AutoStitch: Panoramic Image Stitching


autostitch

What if your camera could see everything you can see?

The human visual system has a field of view of around 135 x 200 degrees, but a typical camera has a field of view of only 35 x 50 degrees. Panoramic image mosaicing works by taking lots of pictures from an ordinary camera, and stitching them together to form a composite image with a much larger field of view.
AutoStitch takes a step forward in panoramic image stitching by automatically recognising matching images. This allows entire panoramas to be constructed with no user input whatsoever. AutoStitch is incredibly simple to use! Just select a set of photos, and AutoStitch does the rest: digital photos in, panoramas out.
Mobile versions are no longer available, sorry! Please try the free demo instead

Download the free demo version for Windows

Note: the MacOS version is broken in Ventura/Sonoma so we are not distributing it here anymore.
If you have an old version it can still be run from the command line, e.g., cd /Applications/AutoStitch.app/Contents/MacOS; ./AutoStitch
32-bit Windows users here is the older Win32 demo version.

The AutoStitch Process

AutoStitch works from unordered collections of images, automatically finding matches between images using the SIFT algorithm. It then robustly aligns all images and uses advanced blending algorithms to form seamless panoramas (see below). For more details, see our research papers.
25 of 57 images aligned
All 57 images aligned
Final result


Publications

Automatic Panoramic Image Stitching using Invariant Features, Matthew Brown and David Lowe, IJCV 2007, pdf

Recognising Panoramas, Matthew Brown and David Lowe, ICCV 2003, pdf


Software

AutoStitch was licensed by the University of British Columbia to multiple companies including ILM and it appeared in several commercial products including Autopano Pro and Serif PanoramaPlus.

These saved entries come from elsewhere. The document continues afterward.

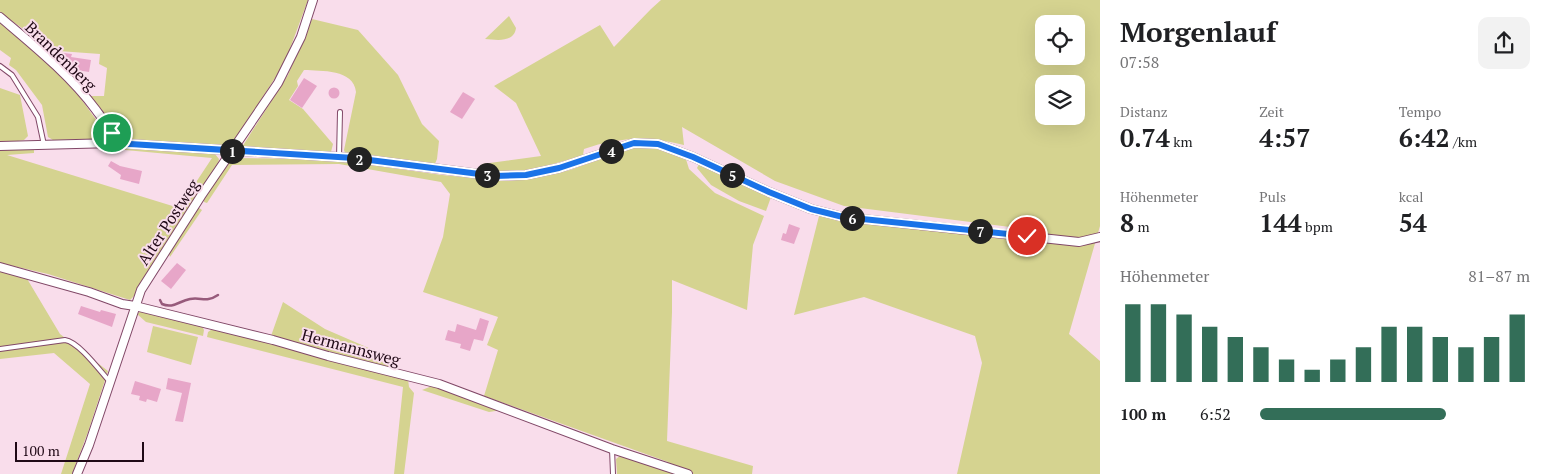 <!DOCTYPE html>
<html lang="de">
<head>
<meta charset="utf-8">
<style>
	body { margin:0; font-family:"PT Serif",serif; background:#f2f2f2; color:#202124; height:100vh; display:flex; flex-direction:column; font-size:19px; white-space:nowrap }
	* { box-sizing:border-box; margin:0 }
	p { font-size:16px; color:#757577 }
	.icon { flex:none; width:28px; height:28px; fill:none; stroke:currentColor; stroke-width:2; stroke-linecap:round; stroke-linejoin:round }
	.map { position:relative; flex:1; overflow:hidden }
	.sheet { display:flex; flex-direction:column; background:#fff; width:450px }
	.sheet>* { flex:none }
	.fabs { position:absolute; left:1035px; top:15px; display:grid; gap:10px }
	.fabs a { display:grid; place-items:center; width:50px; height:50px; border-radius:10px; background:#fff; box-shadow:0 5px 20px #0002; font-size:25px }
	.scale { position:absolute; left:15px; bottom:12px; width:129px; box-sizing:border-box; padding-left:5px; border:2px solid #200916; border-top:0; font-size:14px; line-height:18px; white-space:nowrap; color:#200916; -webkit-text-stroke:4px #f9ddeb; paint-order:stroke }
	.pin { position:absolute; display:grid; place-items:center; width:42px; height:42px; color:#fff; margin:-21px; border:2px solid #fff; border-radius:50%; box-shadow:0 1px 5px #0007 }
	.km { position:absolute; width:25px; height:25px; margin:-12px; border-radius:50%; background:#222; color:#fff; font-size:14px; line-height:25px; text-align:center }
	.round { display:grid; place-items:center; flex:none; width:52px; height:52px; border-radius:10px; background:#f2f2f2 }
	.headline { display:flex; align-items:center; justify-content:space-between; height:85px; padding:0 20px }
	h1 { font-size:28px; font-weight:700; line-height:38px }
	.stats { display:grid; grid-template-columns:repeat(3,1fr); gap:8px; height:85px; padding:5px 20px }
	.stats div { display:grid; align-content:center }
	.stats b { font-size:25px; font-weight:700 }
	.stats small { font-size:14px; font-weight:400 }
	.stats p { font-size:14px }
	.chart { height:140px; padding:10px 20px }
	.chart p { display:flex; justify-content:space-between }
	.chart svg { width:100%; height:90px; margin-top:5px; stroke:#336e58; stroke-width:6 }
	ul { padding:0 20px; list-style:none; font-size:16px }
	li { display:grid; grid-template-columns:80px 60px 1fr; align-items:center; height:38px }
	li i { height:12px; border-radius:6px; background:#336e58 }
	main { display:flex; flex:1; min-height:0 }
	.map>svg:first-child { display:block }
	.green { fill:#d5d390; fill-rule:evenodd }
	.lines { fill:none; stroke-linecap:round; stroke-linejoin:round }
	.stream { stroke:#975a7b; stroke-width:2.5 }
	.building { fill:#e7a6c8 }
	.lane-casing { stroke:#814867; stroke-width:6 }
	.street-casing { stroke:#814867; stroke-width:10 }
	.lane { stroke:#fff; stroke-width:4 }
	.street { stroke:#fff; stroke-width:8 }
	.route-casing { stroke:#fff; stroke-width:10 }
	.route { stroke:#1a73e8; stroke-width:6 }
	.labels { text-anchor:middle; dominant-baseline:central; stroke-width:4; stroke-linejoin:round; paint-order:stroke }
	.street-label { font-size:16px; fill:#200916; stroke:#f9ddeb }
</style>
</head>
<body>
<main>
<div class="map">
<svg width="1100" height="474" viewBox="0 0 1100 474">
	<rect width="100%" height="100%" fill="#f9ddeb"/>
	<!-- green -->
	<g class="green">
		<polygon points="0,0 308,0 288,54 277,75 233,143 226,146 123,139 118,135 117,130 90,96 104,96 107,68 99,64 100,54 45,50 22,28 0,13"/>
		<path d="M661,0H1100V226L1069,334L1100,361V474H957L982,363L975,336L864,297L794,315L819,216L846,221L1022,241L1041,231L844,206L775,181L682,127L684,145C650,136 618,137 584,149L583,155C563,162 496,182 481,168L482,164L541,156L516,103L494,86L600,25L614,47L651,9ZM1044,24H1076V56H1044ZM1044,84H1076V116H1044Z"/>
		<path d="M509,16L516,28C514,43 497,40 485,39Z"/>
		<path d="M312,19L358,30L398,75L422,124L439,141L437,159L434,166L345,153L344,150L356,92C354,69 321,71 304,70L297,81L298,86L289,100L303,109L333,144L331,152L244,148L242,147L288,75Z"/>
		<polygon points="0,22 45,60 79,96 107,135 103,139 53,140 48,137 42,105 16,70 9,65 11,58 0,50"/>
		<polygon points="0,88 20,95 28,136 24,140 18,141 20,143 0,143"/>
		<polygon points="123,146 198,152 215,154 219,159 218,164 136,294 130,300 48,274 0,263 0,150 34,149 34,153 7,155 179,208 212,158 125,150"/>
		<polygon points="645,146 685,156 689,169 715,193 764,216 753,245 747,310 672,280 672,312 667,441 753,466 752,474 617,474 616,459 621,455 668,470 668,462 484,396 498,350 487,345 498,317 423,292 443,237 450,194 441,182 339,164 232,165 207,203 204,202 204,197 228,160 234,158 328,159 442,175 509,181 538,177 570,170 628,149"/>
		<polygon points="699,164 705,165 771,197 766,211 739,201 711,185 697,168"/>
		<polygon points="199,208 202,210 170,257 169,254 197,209"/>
		<polygon points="0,270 26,277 60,334 108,371 88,432 72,474 61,474 90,384 54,353 0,359"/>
		<polygon points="283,302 325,329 394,359 387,367 271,336"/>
		<polygon points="141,311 202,326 204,330 203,336 146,322 137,314"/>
		<polygon points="153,326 198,337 191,365 147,352"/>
		<polygon points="214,328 408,379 409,387 414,393 404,474 394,474 403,387 207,337 208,332"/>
		<polygon points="432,386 442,388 502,410 489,412 422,390"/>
	</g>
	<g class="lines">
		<!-- stream -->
		<path class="stream" d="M160,300L162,304C173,309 179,301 190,299C202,297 206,303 218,295"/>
	</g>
	<!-- building -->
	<g class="building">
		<polygon points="64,53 72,54 71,57 91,60 89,72 69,69 69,65 63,64"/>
		<polygon points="304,78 317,86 302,108 290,100"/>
		<circle cx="334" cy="93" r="5.5"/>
		<polygon points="463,92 475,99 462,119 450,112"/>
		<polygon points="111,161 120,166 142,171 139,184 120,179 121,175 108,166"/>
		<polygon points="789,224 800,228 794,244 781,240 783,233 786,234"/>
		<polygon points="177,263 186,270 171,289 161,281"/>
		<polygon points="81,306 100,312 101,310 116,314 112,327 78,314"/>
		<polygon points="480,318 489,321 483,341 474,339 470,351 460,348 461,344 445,340 448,330 455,332 457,324 476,330"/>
		<polygon points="168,378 191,383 183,422 175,421 182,393 166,389"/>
		<polygon points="135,381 161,389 157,402 147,399 146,402 139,400 140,396 131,394"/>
	</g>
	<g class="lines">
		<defs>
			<g id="lane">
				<polyline points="0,66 12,75 38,117 44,145"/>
				<polyline points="339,158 340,112"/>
				<path d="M0,349L65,340C79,342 100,371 110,382"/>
				<polyline points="612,449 613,474"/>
			</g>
			<g id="street">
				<path d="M0,17C34,46 69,74 96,110C104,121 112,130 114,143"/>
				<polyline points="0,146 114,143 354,158 495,176 526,175 559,168 634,143 658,144 693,157 769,192 811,209 843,217 1079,242 1100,237"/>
				<polyline points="0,267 89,292 122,304 135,306 273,340 328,356 439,384 612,449 688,474"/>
				<polyline points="77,474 89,445 141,290 201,196 278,83 301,37 313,0"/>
			</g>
		</defs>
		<!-- lane casing -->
		<use href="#lane" class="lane-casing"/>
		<!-- street casing -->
		<use href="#street" class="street-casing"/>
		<!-- lane -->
		<use href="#lane" class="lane"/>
		<!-- street -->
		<use href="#street" class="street"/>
	</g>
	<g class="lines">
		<defs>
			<polyline id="route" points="112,133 114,143 354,158 495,176 526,175 559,168 634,143 658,144 693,157 769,192 811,209 843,217 1027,236"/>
		</defs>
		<!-- route casing -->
		<use href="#route" class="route-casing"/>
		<!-- route -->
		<use href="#route" class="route"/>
	</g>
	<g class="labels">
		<!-- street labels -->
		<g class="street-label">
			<text transform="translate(61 56) rotate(44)">Brandenberg</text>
			<text transform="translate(168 222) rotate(-57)">Alter Postweg</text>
			<text transform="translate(351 347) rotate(15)">Hermannsweg</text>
		</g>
	</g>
</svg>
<div class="fabs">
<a><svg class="icon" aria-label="locate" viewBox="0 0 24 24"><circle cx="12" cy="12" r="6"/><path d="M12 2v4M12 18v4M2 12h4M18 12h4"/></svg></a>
<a><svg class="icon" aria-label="layers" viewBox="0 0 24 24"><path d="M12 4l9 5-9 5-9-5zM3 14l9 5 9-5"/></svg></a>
</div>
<div class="scale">100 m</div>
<div class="pin" style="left:112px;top:133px;background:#1e9e55"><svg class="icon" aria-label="arrive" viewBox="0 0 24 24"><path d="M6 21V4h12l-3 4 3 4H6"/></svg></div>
<div class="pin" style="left:1027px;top:236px;background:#d93025"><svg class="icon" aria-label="check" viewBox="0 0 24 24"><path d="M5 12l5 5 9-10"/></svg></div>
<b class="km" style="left:232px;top:151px">1</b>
<b class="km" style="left:359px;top:159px">2</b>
<b class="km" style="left:487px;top:175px">3</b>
<b class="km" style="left:611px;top:151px">4</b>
<b class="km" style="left:732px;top:175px">5</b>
<b class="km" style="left:852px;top:218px">6</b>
<b class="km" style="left:980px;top:231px">7</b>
</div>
<section class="sheet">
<div class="headline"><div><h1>Morgenlauf</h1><p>07:58</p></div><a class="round"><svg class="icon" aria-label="share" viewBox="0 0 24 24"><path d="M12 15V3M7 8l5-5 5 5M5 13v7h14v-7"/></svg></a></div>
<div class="stats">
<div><p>Distanz</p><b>0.74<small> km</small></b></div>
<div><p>Zeit</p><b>4:57</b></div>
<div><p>Tempo</p><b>6:42<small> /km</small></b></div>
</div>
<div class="stats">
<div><p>Höhenmeter</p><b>8<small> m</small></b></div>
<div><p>Puls</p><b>144<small> bpm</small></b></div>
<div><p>kcal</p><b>54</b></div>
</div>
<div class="chart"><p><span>Höhenmeter</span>81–87 m</p>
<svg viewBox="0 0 160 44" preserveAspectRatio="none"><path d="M5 44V6M15 44V6M25 44V11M35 44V17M45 44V22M55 44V27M65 44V33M75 44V38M85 44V33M95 44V27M105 44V17M115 44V17M125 44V22M135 44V27M145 44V22M155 44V11"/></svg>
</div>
<ul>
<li><b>100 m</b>6:52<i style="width:69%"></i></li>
</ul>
</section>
</main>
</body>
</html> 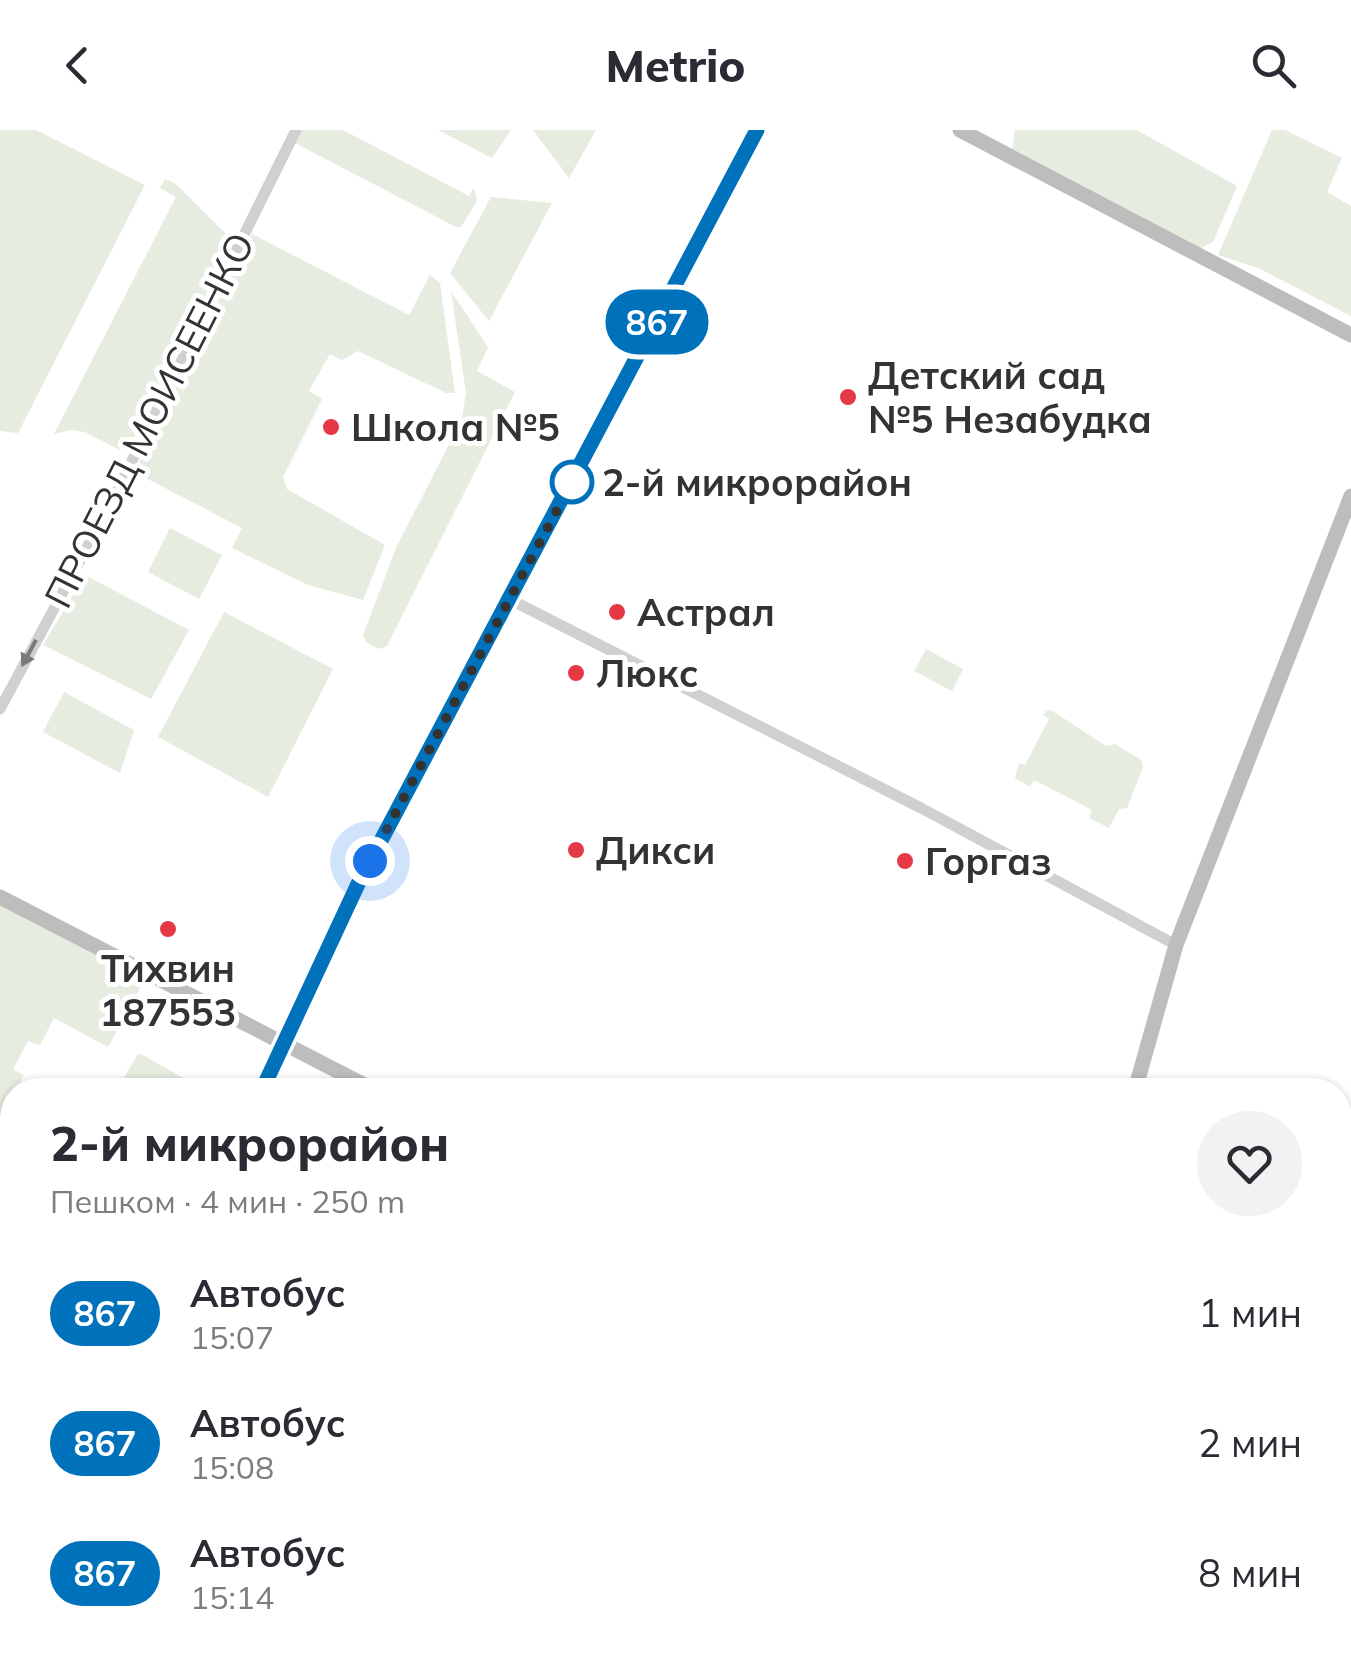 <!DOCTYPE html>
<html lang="ru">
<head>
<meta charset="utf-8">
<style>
  :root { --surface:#fff; --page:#f2f2f3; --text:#2b2b33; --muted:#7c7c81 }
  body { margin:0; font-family:Mulish,sans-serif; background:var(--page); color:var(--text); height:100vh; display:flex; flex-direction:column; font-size:38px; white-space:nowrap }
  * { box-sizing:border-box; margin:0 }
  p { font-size:32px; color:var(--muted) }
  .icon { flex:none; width:55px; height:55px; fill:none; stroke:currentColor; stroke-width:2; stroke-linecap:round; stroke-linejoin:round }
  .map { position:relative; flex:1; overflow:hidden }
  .side { position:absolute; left:0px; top:948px; width:1352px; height:582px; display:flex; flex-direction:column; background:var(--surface); border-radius:40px 40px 0 0; box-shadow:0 2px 8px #0004 }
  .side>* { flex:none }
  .badge { padding:0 20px; border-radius:32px; font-size:35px; line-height:65px }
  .you { position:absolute; width:50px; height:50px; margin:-25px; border:8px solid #fff; border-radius:50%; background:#1a73e8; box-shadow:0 0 0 15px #1a73e833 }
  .map>.badge { position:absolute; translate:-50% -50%; box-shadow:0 0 0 5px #fff }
  .round { display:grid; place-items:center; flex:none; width:105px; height:105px; border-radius:52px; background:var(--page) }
  .summary { display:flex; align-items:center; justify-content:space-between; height:170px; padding:0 50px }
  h1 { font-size:48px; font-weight:800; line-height:75px }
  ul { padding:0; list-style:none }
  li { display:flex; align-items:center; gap:30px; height:130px; padding:0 50px }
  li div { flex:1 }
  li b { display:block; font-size:38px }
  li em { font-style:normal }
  li .badge { min-width:110px; font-weight:700; text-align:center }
  header { display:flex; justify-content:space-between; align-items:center; height:130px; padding:0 50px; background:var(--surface); font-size:45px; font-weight:800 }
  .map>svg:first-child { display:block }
  .green { fill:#e6ecdf }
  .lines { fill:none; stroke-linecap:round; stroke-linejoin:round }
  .stream { stroke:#cfe2ee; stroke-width:4 }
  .street { stroke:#d0d0d0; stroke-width:11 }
  .secondary { stroke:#bdbdbd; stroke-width:15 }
  .primary { stroke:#ababab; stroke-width:18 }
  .oneway { fill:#7a7a7a }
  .line-casing { stroke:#fff; stroke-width:22 }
  .line { stroke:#0072bc; stroke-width:15 }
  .walk { stroke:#333; stroke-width:10; stroke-dasharray:0 18 }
  .poi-dot { fill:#e63946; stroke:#fff; stroke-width:4 }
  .stop-dot { fill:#fff; stroke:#0072bc; stroke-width:5 }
  .labels { text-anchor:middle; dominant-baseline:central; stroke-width:10; stroke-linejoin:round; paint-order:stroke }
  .poi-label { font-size:38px; font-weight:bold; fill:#333; stroke:#fff; text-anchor:start }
  .street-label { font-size:38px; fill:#333; stroke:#fff }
  .stop-label { font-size:38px; font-weight:bold; fill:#333; stroke:#fff; text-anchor:start }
</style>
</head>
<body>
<header><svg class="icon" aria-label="back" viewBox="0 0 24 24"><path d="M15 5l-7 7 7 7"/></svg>Metrio<svg class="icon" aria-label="search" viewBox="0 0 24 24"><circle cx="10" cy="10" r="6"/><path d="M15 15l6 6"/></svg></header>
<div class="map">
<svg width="1351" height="1528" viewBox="0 0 1351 1528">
  <rect width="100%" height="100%" fill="#fff"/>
  <g class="green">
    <polygon points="0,0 36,0 145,55 18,303 0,301"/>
    <polygon points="302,0 343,0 469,66 474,58 477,71 461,97 456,97 295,13"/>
    <polygon points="438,0 511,0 492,28"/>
    <polygon points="533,0 596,0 569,48"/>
    <polygon points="1015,0 1137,0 1237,56 1213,112 1201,118 1012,19"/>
    <polygon points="1272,0 1285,0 1342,28 1327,62 1351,76 1351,186 1258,138 1218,125"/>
    <polygon points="165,49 176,54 227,105 230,117 130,316 120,320 85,302 71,300 54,304 176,67 160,58"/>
    <polygon points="491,67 552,73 489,191 450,143"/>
    <polygon points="252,104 409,185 430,145 440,153 455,263 446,263 358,221 342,230 330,224 309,261 322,269 283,347 287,359 385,415 363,470 308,455 232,418 242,398 138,344 141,325"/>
    <polygon points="451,161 488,217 477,241 515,262 387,516 379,519 366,512 363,505 396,418 462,289 466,263"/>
    <polygon points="170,398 222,425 199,469 148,442"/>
    <polygon points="85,445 189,500 151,569 43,515"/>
    <polygon points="224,482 333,539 268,667 158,607"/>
    <polygon points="926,519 963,539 952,561 914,541"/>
    <polygon points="64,562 134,600 120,643 43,602"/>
    <polygon points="1051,580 1106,616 1115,614 1141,630 1143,637 1127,678 1119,679 1109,698 1089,688 1092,680 1034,650 1030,657 1015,648 1019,633 1025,635 1049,589 1043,585 1046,581"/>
    <polygon points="0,775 146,847 108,917 54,888 40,915 28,911 13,939 24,945 4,983 12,988 12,1037 0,1031"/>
    <polygon points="138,924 143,925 204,960 117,960"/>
    <polygon points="1340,1256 1351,1261 1351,1528 1142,1528 1146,1518 1340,1518"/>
  </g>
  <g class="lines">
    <g class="stream">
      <polyline points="1340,1108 1351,1097"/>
      <polyline points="1192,1528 1193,1518"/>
    </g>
    <g class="street">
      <polyline points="511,470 921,678 1176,815"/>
      <polyline points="0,579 113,369 296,0"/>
      <polyline points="0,1043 12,1048"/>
    </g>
    <g class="secondary">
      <polyline points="960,0 1351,205"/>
      <polyline points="0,767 374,960"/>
      <polyline points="1135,960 1176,815 1351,366"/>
      <polyline points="968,1528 971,1518"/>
    </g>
    <g class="primary">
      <polyline points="262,960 358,754 757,0"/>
      <polyline points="84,1528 86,1518"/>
    </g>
  </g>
  <defs><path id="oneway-solid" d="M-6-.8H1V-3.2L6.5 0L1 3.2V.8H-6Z" transform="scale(2.5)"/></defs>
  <use class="oneway" href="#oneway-solid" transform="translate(29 523) rotate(118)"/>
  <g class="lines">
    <defs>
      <polyline id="line" points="262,960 358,754 757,0"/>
    </defs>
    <use href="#line" class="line-casing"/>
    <use href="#line" class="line"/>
    <polyline class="walk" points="370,731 572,352"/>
  </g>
  <g class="poi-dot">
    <circle cx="848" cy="267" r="10"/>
    <circle cx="331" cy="297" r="10"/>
    <circle cx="617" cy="482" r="10"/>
    <circle cx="576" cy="543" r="10"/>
    <circle cx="576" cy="720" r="10"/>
    <circle cx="905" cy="731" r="10"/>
    <circle cx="168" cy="799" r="10"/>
  </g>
  <circle class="stop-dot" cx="572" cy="352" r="20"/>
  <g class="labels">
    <g class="poi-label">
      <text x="868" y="245">Детский сад<tspan x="868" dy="44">№5 Незабудка</tspan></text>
      <text x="351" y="297">Школа №5</text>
      <text x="637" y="482">Астрал</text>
      <text x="596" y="543">Люкс</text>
      <text x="596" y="720">Дикси</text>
      <text x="925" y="731">Горгаз</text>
      <text x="168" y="838" text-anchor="middle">Тихвин<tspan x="168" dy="44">187553</tspan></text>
    </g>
    <g class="street-label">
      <text transform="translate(149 290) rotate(-63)">ПРОЕЗД МОИСЕЕНКО</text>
    </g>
    <g class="stop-label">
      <text x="602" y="352">2-й микрорайон</text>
    </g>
  </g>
</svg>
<div class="you" style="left:370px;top:731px"></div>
<b class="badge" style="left:657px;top:192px;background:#0072bc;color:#fff">867</b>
<section class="side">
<div class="summary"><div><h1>2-й микрорайон</h1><p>Пешком · 4 мин · 250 m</p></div><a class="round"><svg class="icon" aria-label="heart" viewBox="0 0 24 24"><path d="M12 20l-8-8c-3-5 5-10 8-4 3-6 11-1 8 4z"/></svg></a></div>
<ul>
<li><span class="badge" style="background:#0072bc;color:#fff">867</span><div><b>Автобус</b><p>15:07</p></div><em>1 мин</em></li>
<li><span class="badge" style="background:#0072bc;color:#fff">867</span><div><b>Автобус</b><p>15:08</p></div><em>2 мин</em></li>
<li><span class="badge" style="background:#0072bc;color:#fff">867</span><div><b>Автобус</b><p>15:14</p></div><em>8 мин</em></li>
</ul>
</section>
</div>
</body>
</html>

In 2004 and 2006-7 I worked with Rick Szeliski's group at Microsoft Research where we developed several related technologcial improvements, notably learned image descriptors. This contributed to several products including Photosynth and MSR Image Composite Editor. After my first internship an early version of Microsoft's Stitcher was demonstrated on CNN by Bill Gates.

In 2009 I founded Cloudburst Research Inc together with David Lowe and Bob Hearn. Cloudburst developed mobile versions of AutoStitch for iPhone, iPad and Android, which were very popular in the early 2010s.